You want to get the top rating for your AirBnB listings? Use these words!

J Song
6 min readApr 19, 2021
Photo by Michael Browning on Unsplash

Introduction

We can easily come across many marketing articles and blog posts claiming substantial booking increases by following their formula to write listing titles and descriptions.

This post will analyze Airbnb listings data to compare the words used in the top-rated listings with ones used in worst-rated listings using publicly available Airbnb listing data for the Boston area.

Questions we are going to answer

1. What are the most frequently used ten words in Titles and Descriptions in Airbnb listings.
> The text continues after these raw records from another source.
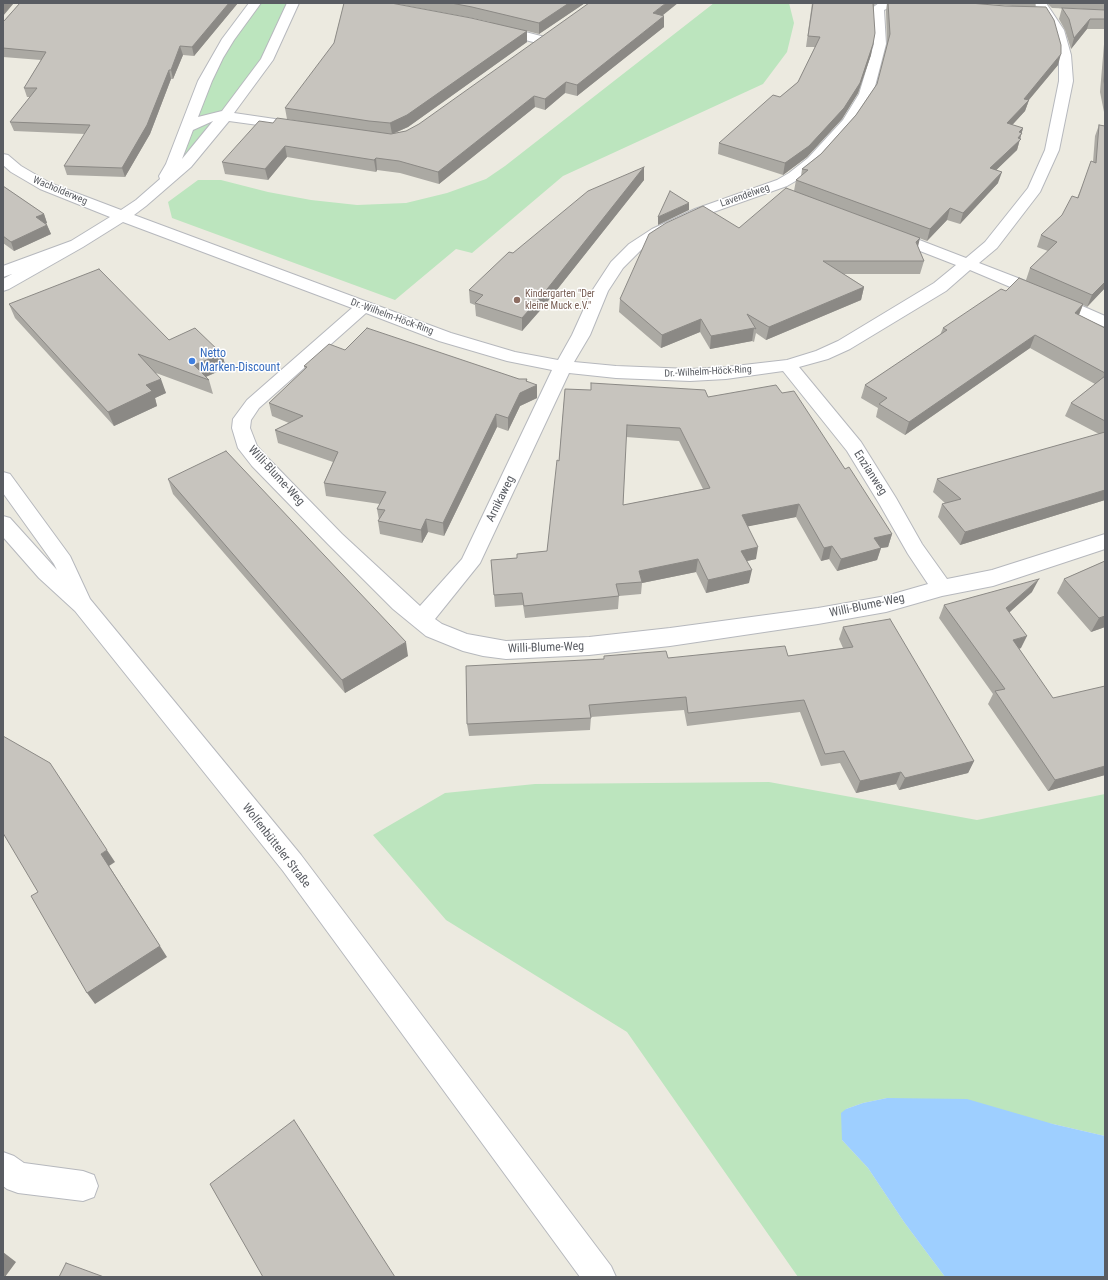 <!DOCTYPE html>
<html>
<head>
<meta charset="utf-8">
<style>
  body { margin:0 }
  #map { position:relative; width:1108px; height:1280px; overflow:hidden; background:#eceae0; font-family:"Roboto Condensed",sans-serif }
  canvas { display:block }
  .frame { position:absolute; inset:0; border:4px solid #595c62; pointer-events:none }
</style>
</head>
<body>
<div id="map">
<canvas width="1108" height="1280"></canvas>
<div class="frame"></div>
</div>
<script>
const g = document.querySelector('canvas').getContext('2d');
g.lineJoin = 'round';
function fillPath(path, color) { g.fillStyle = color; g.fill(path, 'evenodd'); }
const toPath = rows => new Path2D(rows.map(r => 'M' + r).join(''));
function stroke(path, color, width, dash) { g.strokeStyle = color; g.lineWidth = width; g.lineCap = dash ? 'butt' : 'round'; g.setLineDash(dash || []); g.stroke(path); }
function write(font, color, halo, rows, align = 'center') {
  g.font = font + ' "Roboto Condensed",sans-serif'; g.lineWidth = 3; g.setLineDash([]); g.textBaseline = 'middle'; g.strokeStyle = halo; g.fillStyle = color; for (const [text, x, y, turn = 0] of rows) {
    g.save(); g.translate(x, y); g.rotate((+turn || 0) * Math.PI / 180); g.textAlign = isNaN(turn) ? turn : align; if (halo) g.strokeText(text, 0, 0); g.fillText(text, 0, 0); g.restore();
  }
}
const green = toPath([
  [256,3,293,3,276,43,186,164,173,163,205,81],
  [714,3,789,3,794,23,787,52,763,84,563,176,472,253,456,249,395,300,172,218,168,202,198,180,221,180,268,192,311,200,357,205,406,203,447,193,486,179,505,166],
  [769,782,977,820,1105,794,1105,1136,1053,1124,887,1098,863,1103,846,1109,842,1140,868,1168,904,1222,945,1277,798,1277,627,1032,446,920,373,835,445,793,535,784]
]);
const water = toPath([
  [887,1098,967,1099,1053,1124,1105,1136,1105,1277,945,1277,904,1222,868,1168,842,1140,841,1113,846,1109,863,1103]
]);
const minor = toPath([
  [249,3,261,3,234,40,223,58,212,81,198,117,222,111,261,59,287,3,299,3,273,60,234,113,302,123,307,124,309,127,307,130,302,131,229,121,191,167,146,206,134,215,451,333,515,352,558,360,572,335,592,291,611,262,629,244,652,229,695,209,777,180,789,173,808,158,843,120,859,94,874,44,872,8,879,3,895,3,893,6,884,10,886,44,873,94,853,125,818,164,799,179,787,186,705,215,664,235,641,250,623,268,608,291,590,335,574,362,616,366,690,369,726,367,787,360,816,351,838,341,934,283,956,265,884,237,882,234,884,231,890,229,896,231,966,258,985,242,1028,188,1045,150,1059,81,1059,55,1052,30,1034,3,1046,3,1064,30,1071,55,1073,81,1059,150,1040,192,997,248,979,263,1023,280,1105,316,1105,327,970,270,946,291,850,349,828,359,799,367,861,442,896,498,922,544,947,579,992,570,1105,534,1105,549,993,586,942,596,886,612,818,624,670,646,589,655,506,659,483,656,463,651,426,636,393,609,328,544,252,466,238,448,232,428,233,419,247,400,352,308,123,222,83,247,9,289,3,291,3,279,12,274,3,277,3,266,71,241,110,217,40,189,11,172,3,165,3,154,8,155,21,166,50,183,121,210,136,200,160,179,159,176,166,164,198,81,222,39,249,3],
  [213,121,182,159,193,130,213,121],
  [366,313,439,341,507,361,552,370,462,559,420,606,342,534,266,456,257,446,250,428,251,420,259,408,366,313],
  [783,371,847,451,880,505,908,554,928,584,886,596,818,608,670,628,589,637,506,641,467,634,442,624,435,619,480,563,569,373,616,378,690,381,726,379,783,371],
  [498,25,545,37,547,40,545,43,541,44,494,32,492,29,494,26,498,25],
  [3,1152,14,1156,24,1163,83,1171,94,1175,98,1186,94,1197,83,1201,18,1193,7,1189,3,1186,3,1152]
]);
const tertiary = toPath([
  [3,472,10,474,70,556,90,599,301,855,611,1266,616,1277,580,1277,283,871,75,611,39,578,3,537,3,516,10,518,57,570,54,564,3,493,3,472]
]);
const wall = toPath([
  [20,3,238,3,194,56,183,55,173,79,171,79,150,134,125,177,67,175,64,166,85,134,14,131,10,122,30,97,27,97,24,88,41,60,3,57,3,21,4,21],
  [392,3,585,3,539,34,527,31,527,42,408,127,395,133,406,131,662,16,664,27,577,96,565,93,545,110,535,107,439,184,400,173,377,170,376,172,287,157,268,180,225,174,222,162,273,123,304,122,287,119,285,108,490,22,472,18],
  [812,3,877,3,874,5,871,55,858,93,842,119,807,157,783,175,718,154,719,143,780,97,798,82,815,47,806,47],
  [887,3,970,3,1005,6,1025,7,975,3,1036,3,1035,7,1058,65,1029,100,1025,111,1012,125,1023,128,1017,150,996,170,998,183,960,224,947,220,927,241,831,205,918,247,924,261,920,274,844,274,864,287,861,300,766,340,756,333,754,342,752,341,710,349,700,332,661,348,619,312,620,299,739,228,794,191,796,180,801,176,802,169,821,154,856,115,877,84,887,43,886,11],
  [1047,3,1105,3,1105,10,1052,8],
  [1062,8,1105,10,1105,28,1104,29,1087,29,1071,49,1065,30,1059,19],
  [1105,32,1105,117,1100,92],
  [1099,125,1105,288,1087,307,1083,305,1079,315,1105,328,1105,500,960,545,938,517,942,504,946,504,933,492,937,479,1099,434,1065,416,1071,403,1095,384,1030,348,905,435,876,417,878,408,861,398,865,385,940,335,943,328,1026,280,1030,268,1048,251,1037,247,1041,235,1062,215,1077,198,1093,162,1095,136],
  [644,167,644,180,544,306,522,331,476,316,475,305,470,303,469,290,513,253],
  [3,186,44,214,47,223,46,224,47,225,51,234,14,251,3,243],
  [9,304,169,340,222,354,226,368,206,377,209,380,213,394,156,373,166,393,155,398,157,406,114,426,15,318],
  [345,350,519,379,527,379,527,381,537,398,520,406,508,431,497,427,444,536,428,532,422,543,380,534,378,521,379,520,377,509,380,504,326,496,324,483,333,462,278,443,275,430,289,423,272,416,269,403,305,369,304,366],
  [565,389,708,397,782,393,845,469,892,534,888,547,881,548,877,560,837,571,829,559,821,561,796,517,748,526,756,559,747,561,749,583,706,593,696,572,642,583,641,594,619,596,618,609,525,618,523,605,495,607,491,560,517,558,517,554,547,551,559,461],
  [626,437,679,441,703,489,623,505],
  [168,479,408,656,345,693,173,494],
  [1105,561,1105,627,1091,632,1057,593,1064,579],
  [1032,592,1009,612,1021,648,1019,649,1105,775,1048,791,988,704,993,694,939,618,944,605],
  [843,627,974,761,968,773,899,790,896,784,856,793,840,763,821,766,800,712,687,726,684,710,591,717,590,730,469,736,467,724,604,659,604,656,668,658,788,656,843,648,839,639]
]);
const shadedWall = toPath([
  [4,3,14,3,3,16,3,4],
  [229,3,238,3,194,56,192,47],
  [569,3,585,3,539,34,539,23],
  [666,3,678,3,652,24,653,13],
  [664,16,664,27,577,96,577,85],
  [1090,19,1087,29,1071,49,1074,38],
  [527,31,527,42,408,127,392,134,390,123],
  [873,44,871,55,858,93,842,119,807,157,783,175,785,163],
  [180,46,183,55,173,79,171,70],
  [1061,54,1058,65,1027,102,1029,100,1025,111,1004,134,1007,123,1024,99],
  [169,70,171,79,150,134,125,177,122,168],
  [566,82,565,93,545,110,545,99],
  [534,96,535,107,439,184,438,172],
  [1023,128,1017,150,987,179,990,168,1019,132],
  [285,146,287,157,268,180,265,169],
  [376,158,377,170,376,172,374,160],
  [644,167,644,180,544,306,522,331,522,318],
  [1002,172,998,183,960,224,963,213],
  [689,203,689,210,658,225,658,217],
  [950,208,947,220,927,241,930,229],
  [44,214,47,223,40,226,36,217],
  [47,225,51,234,14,251,11,242],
  [920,238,917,251,916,242],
  [1105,282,1105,288,1087,307,1092,295],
  [864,287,861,300,766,340,769,327],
  [1083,304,1078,317,1075,313],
  [701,319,700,332,661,348,662,335],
  [754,328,752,341,710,349,711,336],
  [1035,335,1030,348,905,435,909,422],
  [222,354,226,368,203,378,194,365],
  [161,379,166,393,155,398,157,406,114,426,108,412,146,385],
  [527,379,527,389,537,385,537,398,520,406,508,431,508,418],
  [496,414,497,427,444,536,443,523],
  [1105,490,1105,500,960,545,965,532],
  [799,504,796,517,740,528,742,515],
  [426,519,428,532,422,543,421,530],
  [892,534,888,547,881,548,877,560,837,571,841,559,874,538],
  [832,546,829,559,821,561,824,548],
  [758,547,756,559,738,563,741,551],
  [698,559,696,572,642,583,639,571],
  [752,570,749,583,706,593,708,580],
  [1039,579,1032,592,1000,621,1006,608],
  [1105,616,1105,627,1091,632,1099,618],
  [1027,636,1021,648,1007,652,1013,640],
  [406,642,408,656,345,693,342,680],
  [974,761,968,773,899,790,905,778],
  [1105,766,1105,775,1048,791,1055,780],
  [901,772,896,784,856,793,860,781],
  [107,850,115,862,109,866,167,957,95,1004,87,993,101,854],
  [3,1252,16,1262,5,1277,3,1277]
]);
const building = toPath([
  [20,3,229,3,192,47,180,46,171,70,169,70,147,125,122,168,64,166,90,125,10,122,37,88,24,88,46,52,3,48,3,21,4,21,20,3],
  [344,3,391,3,471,18,527,31,407,115,390,123,369,121,285,108,334,43,344,3],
  [451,3,569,3,539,23,472,7,451,3],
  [589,3,666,3,653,13,664,16,577,85,566,82,545,99,534,96,438,172,399,161,376,158,374,160,285,146,265,169,222,162,259,121,273,123,277,118,391,134,406,131,419,124,589,3],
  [813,3,873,3,875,33,873,44,860,83,844,108,809,146,785,163,719,143,773,95,780,97,798,82,820,37,808,36,813,3],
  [888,3,970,3,1005,6,1046,7,1054,20,1061,45,1061,54,1024,99,1029,100,1007,123,1023,128,1019,132,1022,133,1018,138,1021,139,990,168,1002,172,963,213,950,208,930,229,796,180,808,170,802,169,821,154,856,115,877,84,890,34,888,3],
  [1062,8,1105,10,1105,19,1090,19,1074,38,1069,19,1062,8],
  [1105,65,1105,87,1104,81,1105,65],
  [1099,125,1105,126,1105,282,1092,295,1030,268,1057,242,1041,235,1062,215,1072,196,1078,198,1091,161,1096,163,1099,125],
  [644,167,544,293,522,318,475,303,483,295,469,290,509,252,513,253,588,191,644,167],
  [3,186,44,214,36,217,47,225,11,242,3,236,3,186],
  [786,188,920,238,916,242,924,261,823,261,864,287,769,327,747,314,756,329,754,328,711,336,701,319,662,335,620,299,649,234,666,223,703,206,739,228,786,188],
  [670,191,689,203,658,217,670,191],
  [99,269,169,340,195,328,222,354,194,365,209,380,138,354,161,379,146,385,152,391,108,412,9,304,99,269],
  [1019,278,1083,304,1075,313,1105,328,1105,373,1035,335,909,422,879,404,887,398,865,385,947,330,943,328,1001,289,1006,291,1019,278],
  [367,328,519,379,527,379,526,381,537,385,520,393,508,418,496,414,443,523,426,519,421,530,378,521,385,510,377,509,386,492,324,483,338,452,275,430,303,416,269,403,307,367,304,366,329,344,345,350,367,328],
  [1105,376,1105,421,1071,403,1105,376],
  [591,383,705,390,708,397,776,385,782,393,794,391,845,469,849,467,892,534,874,538,881,548,841,559,832,546,824,548,799,504,742,515,758,547,741,551,752,570,708,580,698,559,639,571,642,582,616,584,619,596,524,606,522,593,494,595,491,560,517,558,517,554,547,551,557,460,559,461,565,389,591,390,591,383],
  [627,425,680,428,710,488,623,505,627,425],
  [1105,432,1105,490,965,532,942,504,961,499,937,479,1105,432],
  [226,451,406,642,342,680,168,479,226,451],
  [1105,561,1105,616,1099,618,1064,579,1105,561],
  [1039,579,1006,608,1027,636,1013,640,1053,698,1105,686,1105,766,1055,780,995,691,1005,689,944,605,1039,579],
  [890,619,974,761,905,778,901,772,860,781,844,751,825,754,804,700,688,713,686,697,589,705,591,718,467,724,466,666,604,659,604,656,666,651,668,658,785,646,788,656,853,647,843,627,890,619],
  [3,736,50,763,107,850,101,854,160,946,87,993,31,896,38,892,3,833,3,736],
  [294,1120,395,1277,263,1277,210,1184,294,1120],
  [66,1263,104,1277,59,1277,66,1263]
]);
const markers = [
  [517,300,4,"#8d6e63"],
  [192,361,4,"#3f7fe0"]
];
const farStreetnames = [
  ["Wacholderweg",60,191,23],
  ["Lavendelweg",745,196,-19],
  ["Dr.-Wilhelm-Höck-Ring",392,317,20],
  ["Dr.-Wilhelm-Höck-Ring",708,372,-3]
];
const farEducationnames = [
  ["Kindergarten \"Der",525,294],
  ["kleine Muck e.V.\"",525,306]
];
const shopNames = [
  ["Netto",200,354],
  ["Marken-Discount",200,368]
];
const streetNames = [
  ["Enzianweg",870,473,57],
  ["Willi-Blume-Weg",276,476,47],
  ["Arnikaweg",501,499,-64],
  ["Willi-Blume-Weg",867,606,-12],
  ["Willi-Blume-Weg",546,648,-2],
  ["Wolfenbütteler Straße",276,846,52]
];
fillPath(green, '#bce5be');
fillPath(water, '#9ecfff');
stroke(minor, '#b6b8bd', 2);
stroke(tertiary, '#b6b8bd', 2);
fillPath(minor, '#fff');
fillPath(tertiary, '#fff');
fillPath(wall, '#aba9a3');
fillPath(shadedWall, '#8b8985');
fillPath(building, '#c7c4be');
stroke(building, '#8b8985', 1);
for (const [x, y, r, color] of markers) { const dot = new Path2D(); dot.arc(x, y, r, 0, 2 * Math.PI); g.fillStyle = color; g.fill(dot); stroke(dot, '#fff', 1.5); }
write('10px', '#595c62', '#fff', farStreetnames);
write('10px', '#785e54', '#fff', farEducationnames, 'left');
write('12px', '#366cbe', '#fff', shopNames, 'left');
write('12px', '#595c62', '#fff', streetNames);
</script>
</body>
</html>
2. What are the most frequently used ten words in Titles and Descriptions for top-rated Airbnb listings.

3. What are the most frequently used ten words in Titles and Descriptions for poorly rated AirBnB listings

Data Exploration

There are three data sets for this project. These data sets are available at Kaggle.com/airbnb/boston. We read them into the following three DataFrames, calendar, listings, and reviews.

  • calendar contains availablity and price informaiton about AirBnB listings.
calendar DataFrame
  • listings contains title, description and various other information about AirBnB listings. It has 95 columns about listings. It is the primary data set because it includes most of the information for this project including the name (listing’s title) description (listing’s description) , review_scores_rating (listing’s rating from reviews), etc.
listings DataFrame
  • reviews contains customer review related information about AirBnB listsings.
reviews DataFrame

Data Analsis

First, we will find out the most frequently used ten words in title and description of all listings.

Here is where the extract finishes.